Source data:
● ● ● ● ● ● ●
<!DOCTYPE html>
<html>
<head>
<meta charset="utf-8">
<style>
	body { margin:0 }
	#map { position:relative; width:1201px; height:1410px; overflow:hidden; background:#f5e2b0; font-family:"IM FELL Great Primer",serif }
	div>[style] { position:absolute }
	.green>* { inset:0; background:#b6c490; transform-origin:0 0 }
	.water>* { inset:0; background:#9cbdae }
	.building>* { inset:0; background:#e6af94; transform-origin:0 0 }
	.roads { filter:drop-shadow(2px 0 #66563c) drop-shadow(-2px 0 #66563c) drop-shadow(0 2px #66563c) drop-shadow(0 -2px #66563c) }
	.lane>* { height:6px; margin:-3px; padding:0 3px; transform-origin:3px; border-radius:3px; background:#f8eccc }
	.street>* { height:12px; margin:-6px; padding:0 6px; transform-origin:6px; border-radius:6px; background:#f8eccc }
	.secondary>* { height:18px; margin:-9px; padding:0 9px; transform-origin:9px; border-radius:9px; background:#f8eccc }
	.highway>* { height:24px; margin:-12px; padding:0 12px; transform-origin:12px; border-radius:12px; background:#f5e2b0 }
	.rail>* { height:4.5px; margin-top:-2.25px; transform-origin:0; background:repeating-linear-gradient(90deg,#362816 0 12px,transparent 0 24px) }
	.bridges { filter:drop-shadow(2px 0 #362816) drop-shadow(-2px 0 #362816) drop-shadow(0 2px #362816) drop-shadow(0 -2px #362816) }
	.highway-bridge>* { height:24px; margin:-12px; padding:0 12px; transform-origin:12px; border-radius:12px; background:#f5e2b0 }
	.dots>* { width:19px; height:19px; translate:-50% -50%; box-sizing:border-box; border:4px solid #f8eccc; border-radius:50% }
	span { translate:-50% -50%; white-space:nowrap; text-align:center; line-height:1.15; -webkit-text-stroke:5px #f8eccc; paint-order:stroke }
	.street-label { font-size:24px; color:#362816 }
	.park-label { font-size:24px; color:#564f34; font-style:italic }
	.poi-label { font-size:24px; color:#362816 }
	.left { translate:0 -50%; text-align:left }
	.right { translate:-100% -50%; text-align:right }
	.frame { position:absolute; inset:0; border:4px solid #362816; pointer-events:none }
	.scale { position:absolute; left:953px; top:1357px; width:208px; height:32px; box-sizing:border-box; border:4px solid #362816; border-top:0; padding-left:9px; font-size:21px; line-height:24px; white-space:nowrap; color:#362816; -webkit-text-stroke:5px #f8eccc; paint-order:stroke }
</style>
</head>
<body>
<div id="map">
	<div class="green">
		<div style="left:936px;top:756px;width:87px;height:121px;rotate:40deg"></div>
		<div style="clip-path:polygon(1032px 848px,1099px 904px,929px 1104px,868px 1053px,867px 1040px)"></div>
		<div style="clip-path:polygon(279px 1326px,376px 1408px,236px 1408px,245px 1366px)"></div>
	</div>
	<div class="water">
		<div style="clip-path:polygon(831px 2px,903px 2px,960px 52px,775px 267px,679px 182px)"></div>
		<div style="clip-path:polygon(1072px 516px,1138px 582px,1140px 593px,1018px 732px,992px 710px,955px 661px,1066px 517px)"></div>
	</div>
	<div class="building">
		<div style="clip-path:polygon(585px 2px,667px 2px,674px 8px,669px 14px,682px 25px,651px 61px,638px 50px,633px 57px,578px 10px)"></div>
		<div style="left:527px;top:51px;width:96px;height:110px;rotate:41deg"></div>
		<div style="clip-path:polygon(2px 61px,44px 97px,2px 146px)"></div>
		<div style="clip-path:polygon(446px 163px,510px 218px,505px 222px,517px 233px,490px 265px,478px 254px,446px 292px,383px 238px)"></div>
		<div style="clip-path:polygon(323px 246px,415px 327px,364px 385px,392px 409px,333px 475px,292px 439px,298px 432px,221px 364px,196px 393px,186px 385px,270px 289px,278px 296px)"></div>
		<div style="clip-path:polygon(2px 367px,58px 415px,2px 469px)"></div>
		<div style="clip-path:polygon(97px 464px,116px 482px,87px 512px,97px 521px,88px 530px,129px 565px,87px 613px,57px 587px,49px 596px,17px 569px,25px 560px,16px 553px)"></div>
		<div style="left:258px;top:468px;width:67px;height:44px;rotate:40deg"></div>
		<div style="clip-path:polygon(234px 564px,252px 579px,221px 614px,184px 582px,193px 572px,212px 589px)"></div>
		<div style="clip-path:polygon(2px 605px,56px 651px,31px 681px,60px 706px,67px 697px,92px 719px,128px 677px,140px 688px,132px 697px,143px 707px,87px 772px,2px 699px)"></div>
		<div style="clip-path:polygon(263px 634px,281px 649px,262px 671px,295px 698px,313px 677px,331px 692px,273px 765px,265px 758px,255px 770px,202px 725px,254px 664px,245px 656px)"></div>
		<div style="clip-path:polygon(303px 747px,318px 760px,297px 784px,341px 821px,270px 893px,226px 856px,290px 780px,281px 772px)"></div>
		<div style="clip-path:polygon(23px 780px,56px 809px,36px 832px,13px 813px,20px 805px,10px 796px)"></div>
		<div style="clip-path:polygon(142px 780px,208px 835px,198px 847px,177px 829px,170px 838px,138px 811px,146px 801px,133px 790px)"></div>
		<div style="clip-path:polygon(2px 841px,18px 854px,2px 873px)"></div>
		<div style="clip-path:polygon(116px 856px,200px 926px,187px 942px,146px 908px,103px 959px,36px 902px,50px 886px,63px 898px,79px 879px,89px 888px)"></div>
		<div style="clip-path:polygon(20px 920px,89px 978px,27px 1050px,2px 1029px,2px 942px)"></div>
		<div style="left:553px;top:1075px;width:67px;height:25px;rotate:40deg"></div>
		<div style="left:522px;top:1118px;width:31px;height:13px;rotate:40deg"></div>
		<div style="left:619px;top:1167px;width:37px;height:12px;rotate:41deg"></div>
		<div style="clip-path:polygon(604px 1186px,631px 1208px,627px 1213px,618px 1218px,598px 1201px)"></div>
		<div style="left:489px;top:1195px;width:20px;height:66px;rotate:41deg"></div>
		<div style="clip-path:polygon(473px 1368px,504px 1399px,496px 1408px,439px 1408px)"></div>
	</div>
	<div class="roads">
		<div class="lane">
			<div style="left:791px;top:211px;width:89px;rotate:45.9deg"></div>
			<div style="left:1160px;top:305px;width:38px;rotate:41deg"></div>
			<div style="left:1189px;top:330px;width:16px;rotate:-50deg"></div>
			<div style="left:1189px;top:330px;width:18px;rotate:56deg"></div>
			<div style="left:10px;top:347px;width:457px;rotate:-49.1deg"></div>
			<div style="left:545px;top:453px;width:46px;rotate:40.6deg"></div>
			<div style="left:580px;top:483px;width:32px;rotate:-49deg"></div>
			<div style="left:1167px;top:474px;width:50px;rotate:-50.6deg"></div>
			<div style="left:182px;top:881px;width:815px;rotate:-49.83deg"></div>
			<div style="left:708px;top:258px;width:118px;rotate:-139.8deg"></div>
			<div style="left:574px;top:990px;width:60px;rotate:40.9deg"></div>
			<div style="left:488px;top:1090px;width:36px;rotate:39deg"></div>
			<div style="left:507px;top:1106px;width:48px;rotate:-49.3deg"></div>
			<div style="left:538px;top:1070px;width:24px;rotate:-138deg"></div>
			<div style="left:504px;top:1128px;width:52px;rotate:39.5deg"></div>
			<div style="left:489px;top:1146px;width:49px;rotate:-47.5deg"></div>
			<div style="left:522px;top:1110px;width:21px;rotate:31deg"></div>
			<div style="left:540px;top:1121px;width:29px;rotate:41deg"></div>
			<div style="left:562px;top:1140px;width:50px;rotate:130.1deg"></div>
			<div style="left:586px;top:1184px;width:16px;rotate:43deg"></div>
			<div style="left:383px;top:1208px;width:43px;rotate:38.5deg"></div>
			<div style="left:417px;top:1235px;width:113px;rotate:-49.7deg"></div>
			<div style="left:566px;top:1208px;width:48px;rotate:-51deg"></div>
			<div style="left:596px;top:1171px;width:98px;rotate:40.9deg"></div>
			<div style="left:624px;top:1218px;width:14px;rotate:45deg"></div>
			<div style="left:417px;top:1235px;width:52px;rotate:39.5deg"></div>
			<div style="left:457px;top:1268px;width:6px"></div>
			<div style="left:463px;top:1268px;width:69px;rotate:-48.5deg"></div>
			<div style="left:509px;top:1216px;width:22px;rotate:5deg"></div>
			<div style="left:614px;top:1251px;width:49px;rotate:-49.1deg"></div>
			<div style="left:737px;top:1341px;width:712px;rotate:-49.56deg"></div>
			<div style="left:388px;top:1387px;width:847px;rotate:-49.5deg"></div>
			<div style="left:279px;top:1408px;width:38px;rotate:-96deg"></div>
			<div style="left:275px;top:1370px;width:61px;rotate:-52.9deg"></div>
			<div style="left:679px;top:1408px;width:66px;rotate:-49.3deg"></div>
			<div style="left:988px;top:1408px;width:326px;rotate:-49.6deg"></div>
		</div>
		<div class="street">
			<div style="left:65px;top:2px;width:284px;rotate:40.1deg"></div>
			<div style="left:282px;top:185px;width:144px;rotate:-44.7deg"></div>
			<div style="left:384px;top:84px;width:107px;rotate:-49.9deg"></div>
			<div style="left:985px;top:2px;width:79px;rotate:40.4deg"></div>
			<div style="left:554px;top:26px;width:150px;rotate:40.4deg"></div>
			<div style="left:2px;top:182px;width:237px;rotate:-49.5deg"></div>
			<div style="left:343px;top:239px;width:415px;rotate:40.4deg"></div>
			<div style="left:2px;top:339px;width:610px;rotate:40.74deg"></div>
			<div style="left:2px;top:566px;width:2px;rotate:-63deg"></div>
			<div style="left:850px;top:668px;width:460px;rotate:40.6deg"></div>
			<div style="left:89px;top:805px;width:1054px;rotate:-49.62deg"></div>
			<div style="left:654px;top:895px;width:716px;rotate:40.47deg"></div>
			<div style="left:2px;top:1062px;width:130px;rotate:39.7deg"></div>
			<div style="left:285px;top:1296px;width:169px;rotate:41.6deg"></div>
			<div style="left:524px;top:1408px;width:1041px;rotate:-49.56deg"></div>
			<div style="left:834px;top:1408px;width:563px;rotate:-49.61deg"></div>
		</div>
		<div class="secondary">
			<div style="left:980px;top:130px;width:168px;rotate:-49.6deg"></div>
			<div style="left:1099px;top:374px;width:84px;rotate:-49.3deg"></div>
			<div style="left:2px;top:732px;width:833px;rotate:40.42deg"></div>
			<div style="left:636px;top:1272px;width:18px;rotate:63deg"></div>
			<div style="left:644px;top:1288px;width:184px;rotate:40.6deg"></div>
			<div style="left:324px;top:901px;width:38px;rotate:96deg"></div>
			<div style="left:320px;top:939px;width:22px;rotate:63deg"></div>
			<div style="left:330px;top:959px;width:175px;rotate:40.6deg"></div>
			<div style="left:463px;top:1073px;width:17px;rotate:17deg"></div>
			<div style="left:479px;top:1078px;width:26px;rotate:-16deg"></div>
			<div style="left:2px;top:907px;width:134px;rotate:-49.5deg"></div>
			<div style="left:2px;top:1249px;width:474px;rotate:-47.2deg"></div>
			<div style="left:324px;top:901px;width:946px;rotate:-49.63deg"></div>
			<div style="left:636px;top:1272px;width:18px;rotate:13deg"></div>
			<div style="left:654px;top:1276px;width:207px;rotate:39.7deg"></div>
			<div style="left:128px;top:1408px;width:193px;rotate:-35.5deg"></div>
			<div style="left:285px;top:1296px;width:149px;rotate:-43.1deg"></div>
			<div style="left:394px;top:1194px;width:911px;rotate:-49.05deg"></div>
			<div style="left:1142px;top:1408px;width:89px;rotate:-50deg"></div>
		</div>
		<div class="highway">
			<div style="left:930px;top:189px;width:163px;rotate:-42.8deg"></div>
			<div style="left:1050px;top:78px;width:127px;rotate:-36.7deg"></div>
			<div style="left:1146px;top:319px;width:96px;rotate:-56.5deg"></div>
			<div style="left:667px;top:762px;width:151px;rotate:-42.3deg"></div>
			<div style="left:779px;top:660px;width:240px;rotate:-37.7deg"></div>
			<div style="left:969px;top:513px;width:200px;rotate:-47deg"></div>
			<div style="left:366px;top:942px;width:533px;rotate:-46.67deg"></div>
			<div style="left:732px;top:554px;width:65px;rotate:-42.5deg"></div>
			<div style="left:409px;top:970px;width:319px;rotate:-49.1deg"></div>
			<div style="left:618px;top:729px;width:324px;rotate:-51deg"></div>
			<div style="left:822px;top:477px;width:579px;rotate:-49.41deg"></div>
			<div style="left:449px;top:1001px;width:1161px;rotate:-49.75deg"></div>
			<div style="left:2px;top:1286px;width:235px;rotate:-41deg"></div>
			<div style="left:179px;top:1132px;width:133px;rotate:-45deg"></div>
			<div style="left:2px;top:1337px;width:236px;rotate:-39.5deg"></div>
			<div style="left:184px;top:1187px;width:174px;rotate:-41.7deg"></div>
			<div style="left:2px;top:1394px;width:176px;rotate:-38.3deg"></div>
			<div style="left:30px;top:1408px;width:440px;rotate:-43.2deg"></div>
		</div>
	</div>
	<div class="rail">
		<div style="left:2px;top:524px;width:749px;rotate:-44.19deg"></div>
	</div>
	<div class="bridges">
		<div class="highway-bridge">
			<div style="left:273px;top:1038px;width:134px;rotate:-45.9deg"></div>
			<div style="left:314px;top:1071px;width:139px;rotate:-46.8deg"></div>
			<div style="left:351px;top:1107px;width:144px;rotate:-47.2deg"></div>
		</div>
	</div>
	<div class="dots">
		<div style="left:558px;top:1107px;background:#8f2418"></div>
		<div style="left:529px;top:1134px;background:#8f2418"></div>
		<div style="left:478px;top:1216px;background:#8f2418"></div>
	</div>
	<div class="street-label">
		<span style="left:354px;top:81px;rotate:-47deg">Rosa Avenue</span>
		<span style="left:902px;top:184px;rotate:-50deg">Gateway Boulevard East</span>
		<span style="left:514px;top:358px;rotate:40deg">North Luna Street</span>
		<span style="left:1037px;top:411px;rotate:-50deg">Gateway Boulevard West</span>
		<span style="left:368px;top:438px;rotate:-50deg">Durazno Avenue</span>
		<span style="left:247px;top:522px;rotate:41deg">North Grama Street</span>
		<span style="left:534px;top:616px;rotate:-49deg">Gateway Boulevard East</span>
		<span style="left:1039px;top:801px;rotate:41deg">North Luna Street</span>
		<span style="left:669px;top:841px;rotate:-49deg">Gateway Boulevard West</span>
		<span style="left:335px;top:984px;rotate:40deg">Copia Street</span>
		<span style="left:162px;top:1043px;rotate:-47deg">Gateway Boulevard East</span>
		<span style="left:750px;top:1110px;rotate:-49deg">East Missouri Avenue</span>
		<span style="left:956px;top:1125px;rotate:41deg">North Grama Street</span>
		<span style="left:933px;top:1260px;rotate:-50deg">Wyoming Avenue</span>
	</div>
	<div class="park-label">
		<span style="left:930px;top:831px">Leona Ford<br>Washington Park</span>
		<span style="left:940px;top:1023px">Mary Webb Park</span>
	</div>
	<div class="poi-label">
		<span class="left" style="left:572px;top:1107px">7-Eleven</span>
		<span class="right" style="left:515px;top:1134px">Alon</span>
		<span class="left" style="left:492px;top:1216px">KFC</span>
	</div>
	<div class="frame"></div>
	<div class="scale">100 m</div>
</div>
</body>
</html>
● ● ● ● ● ● ●
Work order: List the lines of the records where "lane" occurs.

Result for this exercise:
	.lane>* { height:6px; margin:-3px; padding:0 3px; transform-origin:3px; border-radius:3px; background:#f8eccc }
		<div class="lane">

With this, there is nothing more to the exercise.